195無いから尚のこと

 製造業では、ブランドやビジネスモデルだけで高利益率を実現するのは難しい。同じようなものを同じぐらいの価格で売っていても各社で利益率が異なるのは、生産性を考慮した設計(DFM:Design for Manufacturing)や購買・調達なども含めた生産技術力に差があるからだ。実際、ファブレスで知られていても生産技術を重視している企業は少なくない。ファブレスだから利益率が高いのではなく、生産技術力が高いから利益率も高いのだ。

 その代表格といえるのが米アップル(Apple)である。同社は「iPhone」や「MacBook」を自社で生産していないが、その生産に使う加工技術や設備に関しては綿密に自社で管理している。少し前の分析だが、製造業の設計革新や原価管理に詳しいプリベクト代表取締役の北山一真氏は、アップルについて、「利益の源泉となる固定費部分だけを管理し、変動費部分は外注している」と指摘する。そして、固定費部分に当たる加工設備や金型などに積極的に投資し、高利益率を実現しているのである。

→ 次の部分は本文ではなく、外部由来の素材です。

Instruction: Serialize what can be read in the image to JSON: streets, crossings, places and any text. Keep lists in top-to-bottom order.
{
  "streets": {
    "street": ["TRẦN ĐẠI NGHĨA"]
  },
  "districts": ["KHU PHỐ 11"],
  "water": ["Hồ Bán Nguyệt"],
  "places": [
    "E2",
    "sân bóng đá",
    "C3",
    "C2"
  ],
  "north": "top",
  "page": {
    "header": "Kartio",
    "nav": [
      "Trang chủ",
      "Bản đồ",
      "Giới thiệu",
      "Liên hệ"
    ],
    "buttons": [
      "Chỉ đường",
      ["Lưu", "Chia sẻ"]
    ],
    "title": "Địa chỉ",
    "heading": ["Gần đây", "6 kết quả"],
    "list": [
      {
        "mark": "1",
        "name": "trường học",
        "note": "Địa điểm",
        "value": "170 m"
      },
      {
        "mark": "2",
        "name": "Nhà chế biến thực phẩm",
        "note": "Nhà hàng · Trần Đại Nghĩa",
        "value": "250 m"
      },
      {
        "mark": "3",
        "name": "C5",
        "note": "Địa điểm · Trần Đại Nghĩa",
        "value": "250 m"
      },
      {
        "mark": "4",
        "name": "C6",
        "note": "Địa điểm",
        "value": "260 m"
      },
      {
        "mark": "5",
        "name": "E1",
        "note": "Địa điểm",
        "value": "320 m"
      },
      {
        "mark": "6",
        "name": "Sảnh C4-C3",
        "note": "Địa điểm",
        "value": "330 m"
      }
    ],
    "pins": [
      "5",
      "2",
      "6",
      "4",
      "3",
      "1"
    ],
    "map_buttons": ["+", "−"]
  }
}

 以上、日経クロステック 記者の眼 2020.02.10 より

 この記事を読んで、機械設計にも同じことが言えると思います。

 以前は、生産技術の自動化設備の設計部門では、世の中に1つしかない設備を、ねじ、歯車、ばねといった機械要素設計から機構、構造を設計し、それを制御するためのリレー回路やシーケンサープログラムの設計をしていました。

 時代と伴に機械要素は購入品へ、回路要素もパワーユニット、サーボユニットなど購入品で賄えるようになりました。さらに最近では、1軸タイプのロボットを購入し組み合わせることで、組立設備の大半ができてしまいます。設計らしい設計はワーク、パーツを把持する部分ぐらいです。おかげで、短期間に設備を提供できるようになりました。

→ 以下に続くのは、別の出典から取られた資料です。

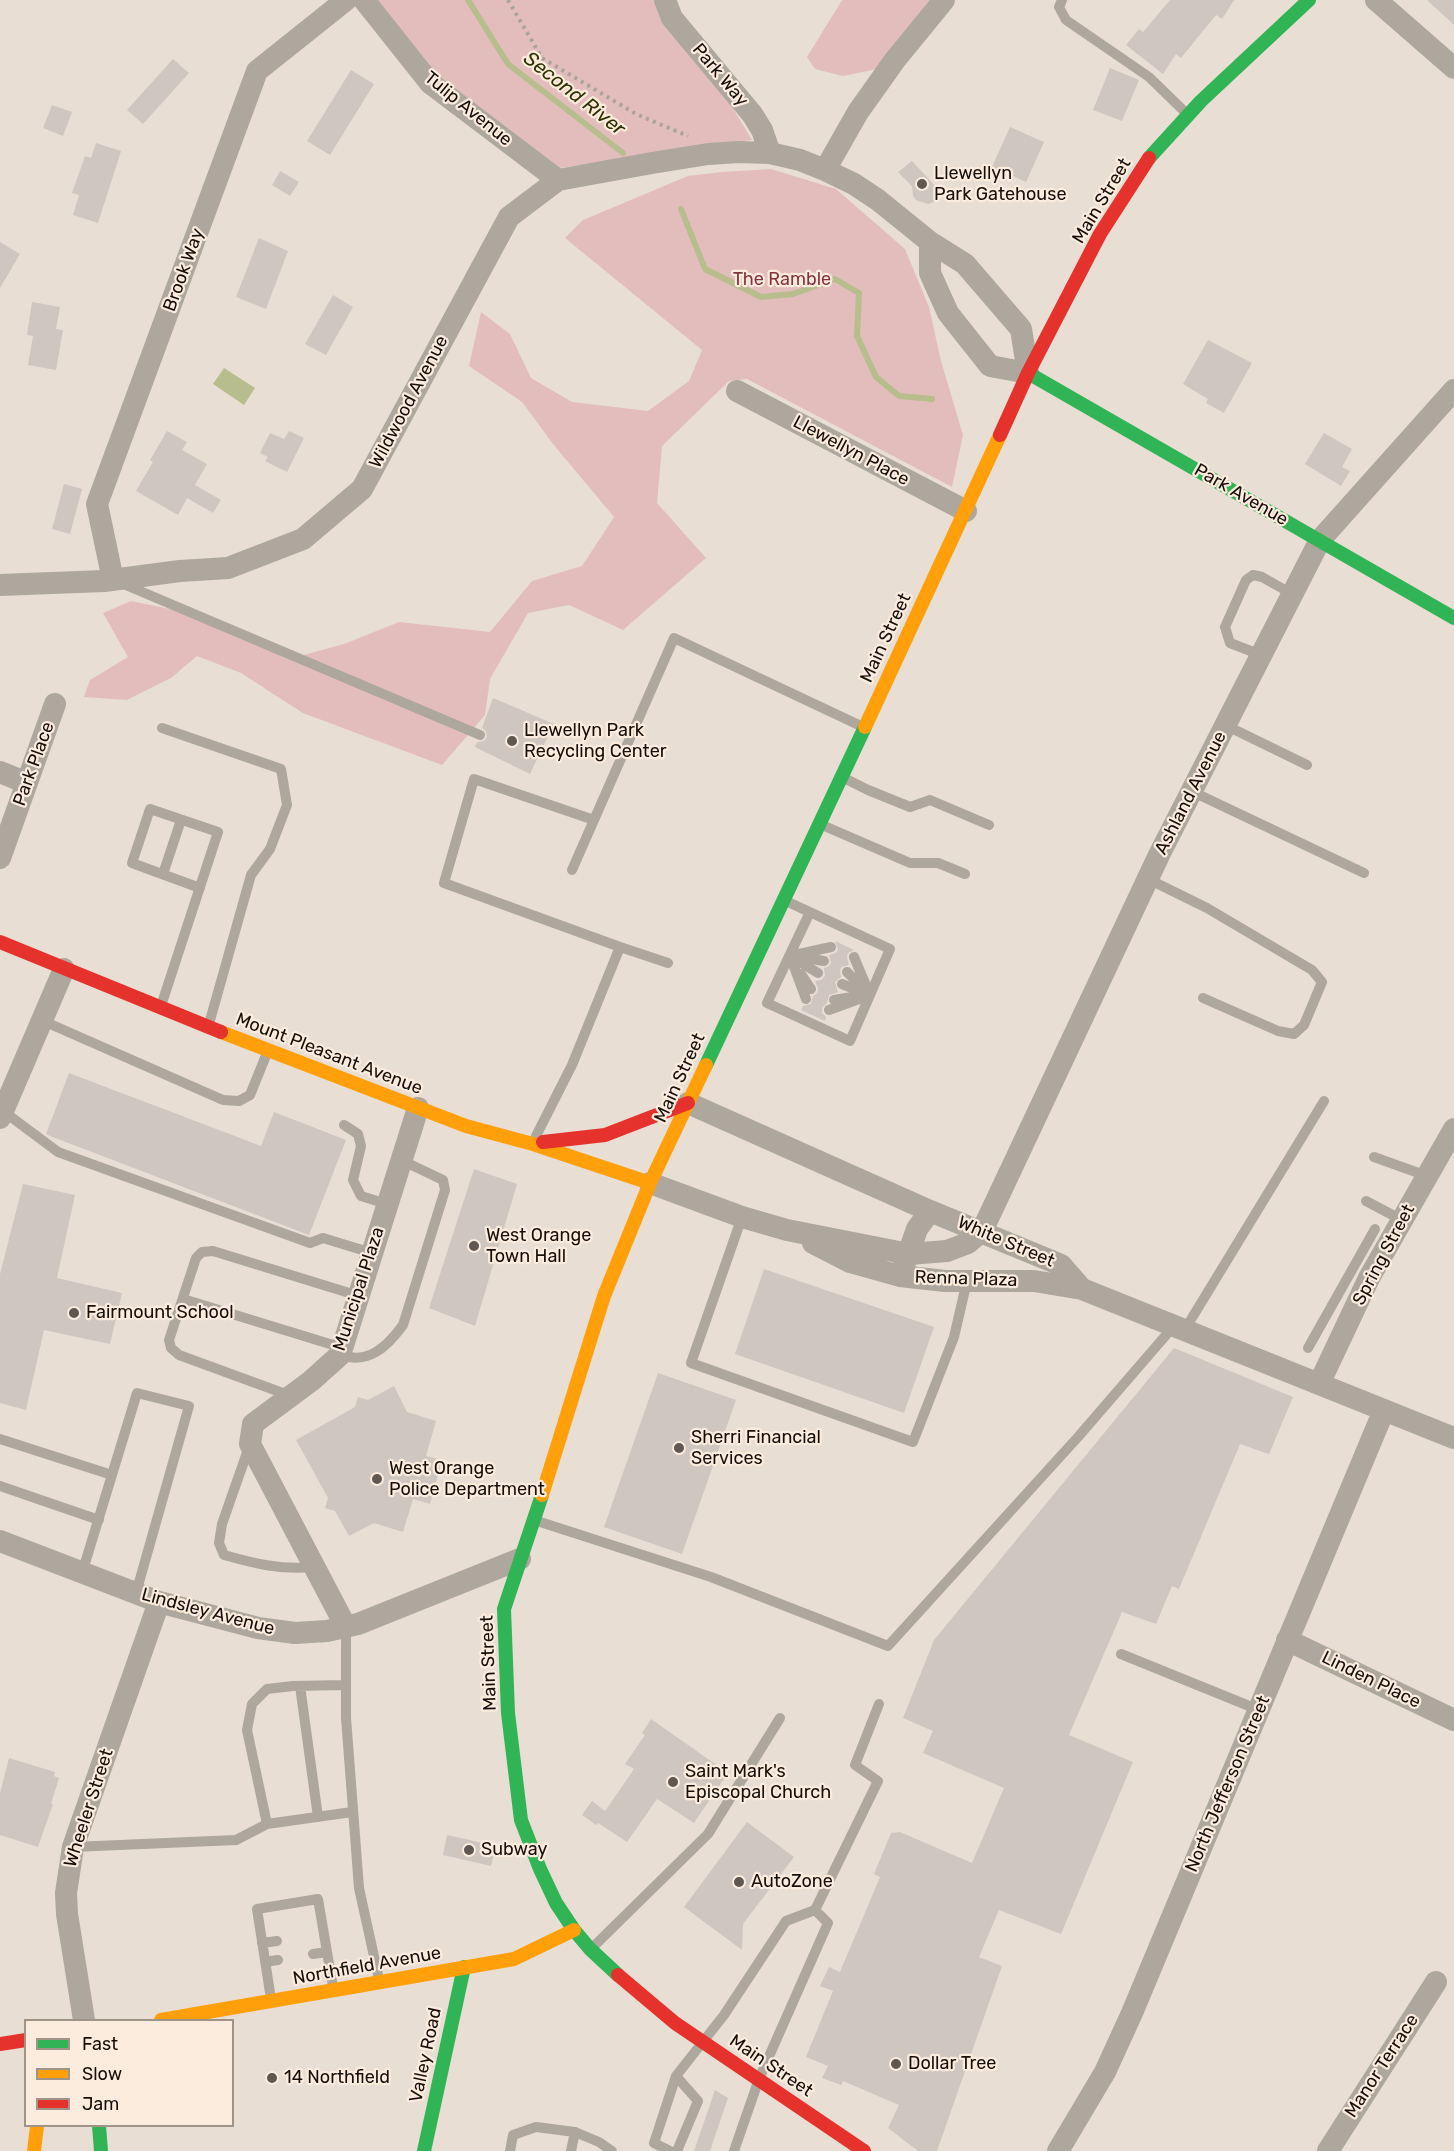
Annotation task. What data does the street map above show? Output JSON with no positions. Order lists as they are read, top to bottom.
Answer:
{
  "streets": {
    "main road": [
      "Main Street",
      "Park Avenue",
      "Mount Pleasant Avenue",
      "Northfield Avenue",
      "Valley Road"
    ],
    "street": [
      "Park Way",
      "Tulip Avenue",
      "Brook Way",
      "Wildwood Avenue",
      "Llewellyn Place",
      "Park Place",
      "Ashland Avenue",
      "White Street",
      "Spring Street",
      "Renna Plaza",
      "Municipal Plaza",
      "Lindsley Avenue",
      "Linden Place",
      "North Jefferson Street",
      "Wheeler Street",
      "Manor Terrace"
    ]
  },
  "crossings": [
    ["Park Way", "Wildwood Avenue"],
    ["Tulip Avenue", "Wildwood Avenue"],
    ["Main Street", "Llewellyn Place"],
    ["Main Street", "Park Avenue"],
    ["Main Street", "Mount Pleasant Avenue"],
    ["Main Street", "White Street"],
    ["Main Street", "Renna Plaza"],
    ["Main Street", "Lindsley Avenue"],
    ["Main Street", "Northfield Avenue"],
    ["Brook Way", "Wildwood Avenue"],
    ["Park Avenue", "Ashland Avenue"],
    ["Ashland Avenue", "White Street"],
    ["Ashland Avenue", "Renna Plaza"],
    ["Mount Pleasant Avenue", "Renna Plaza"],
    ["Mount Pleasant Avenue", "Municipal Plaza"],
    ["White Street", "Spring Street"],
    ["White Street", "Renna Plaza"],
    ["White Street", "North Jefferson Street"],
    ["Lindsley Avenue", "Wheeler Street"],
    ["Linden Place", "North Jefferson Street"],
    ["Northfield Avenue", "Valley Road"]
  ],
  "water": ["Second River"],
  "parks": ["The Ramble"],
  "places": [
    "Llewellyn Park Gatehouse",
    "Llewellyn Park Recycling Center",
    "West Orange Town Hall",
    "Fairmount School",
    "Sherri Financial Services",
    "West Orange Police Department",
    "Saint Mark's Episcopal Church",
    "Subway",
    "AutoZone",
    "Dollar Tree",
    "14 Northfield"
  ],
  "legend": ["Fast", "Slow", "Jam"]
}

 一方、「ロボットユニットを購入するからロボット設計はもうやらなくてもいい」、という考えを持つ人もいますが、これは間違っています。購入品を使用するからこそ逆に、ロボット設計ができないといけないと思います。

 市販のロボットユニットは標準化されています。サイズ、出力が段階的に用意されています。決して、無段階に選択できるものではありません。設計者は設備がちゃんと動作しないといけないので、少々出力が大きいものを選択したくなります。これを始めると大変なことになります。

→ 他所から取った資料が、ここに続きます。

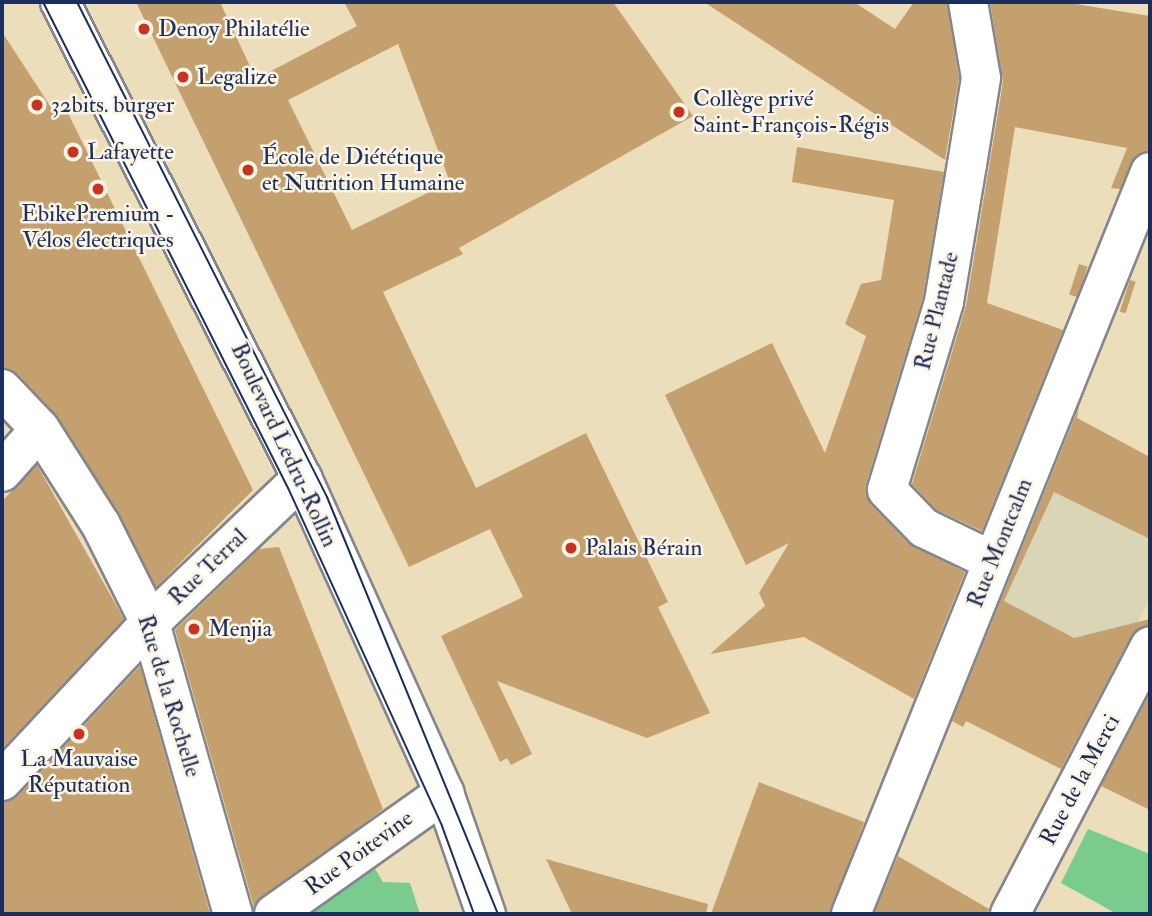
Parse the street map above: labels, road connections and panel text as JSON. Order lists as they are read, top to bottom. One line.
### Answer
{"streets":{"street":["Rue Plantade","Boulevard Ledru-Rollin","Rue Montcalm","Rue Terral","Rue de la Rochelle","Rue de la Merci","Rue Poitevine"]},"crossings":[["Rue Plantade","Rue Montcalm"],["Boulevard Ledru-Rollin","Rue Terral"],["Boulevard Ledru-Rollin","Rue Poitevine"],["Rue Terral","Rue de la Rochelle"]],"places":["Denoy Philatélie","Legalize","32bits. burger","Collège privé Saint-François-Régis","Lafayette","École de Diététique et Nutrition Humaine","EbikePremium - Vélos électriques","Palais Bérain","Menjia","La Mauvaise Réputation"]}
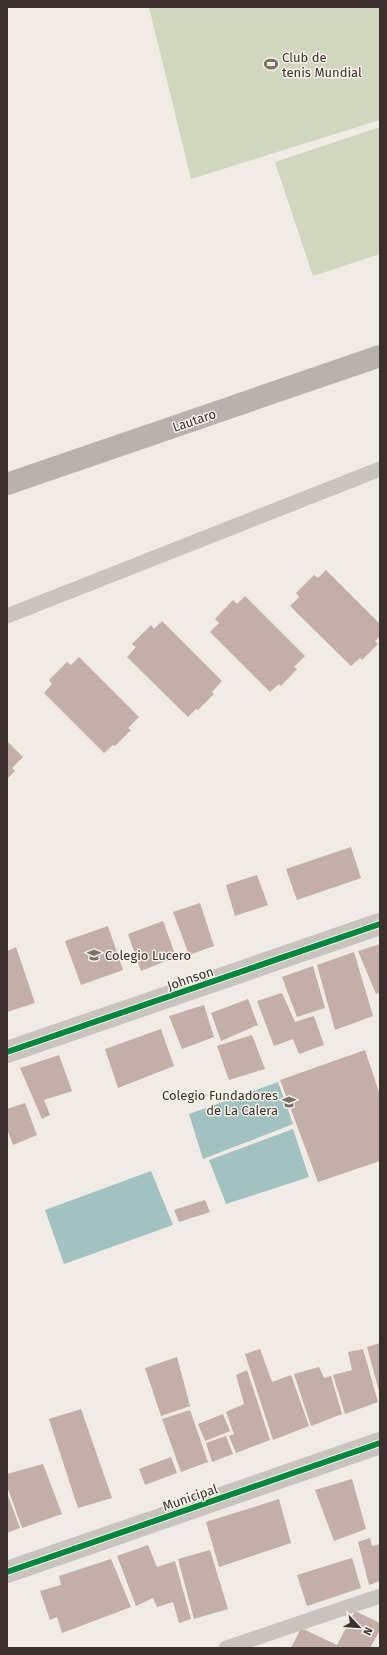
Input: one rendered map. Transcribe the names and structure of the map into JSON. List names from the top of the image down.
{
  "streets": {
    "main road": ["Lautaro"],
    "street": ["Johnson", "Municipal"]
  },
  "places": {
    "sports": ["Club de tenis Mundial"],
    "school or university": ["Colegio Lucero", "Colegio Fundadores de La Calera"]
  },
  "north": "bottom right"
}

 直動型、回転型の1軸ロボットを6台組み合わせれば、6自由度のロボットになります。ロボットを設計する時、最初にどのくらいの質量のパーツをどのくらいの加速で動かす必要があるかを決めます。ロボット先端の軸にちょっと余裕を持たせ、出力の高い1回り大きいユニットを選択すると、次の軸はパーツ+先端軸の質量を考えて選択します。やはり余裕をもって少々出力の高い1回り大きい・・・・・以上を6回繰り返すとぜい肉だらけのロボットになってしまいます。

 購入品を使う場合においても、ちゃんと設計することが求められ、購入品に適合するものがなければ、購入品を改造したり、やはり自分で設計したりする必要があります。それが、他社と差別化をする生産技術です。

 「工場が無いから尚のこと生産技術を重視する。機械設計をしないから尚のこと機械設計を重視する。」無いから尚のこと重要な事柄は沢山あると思います。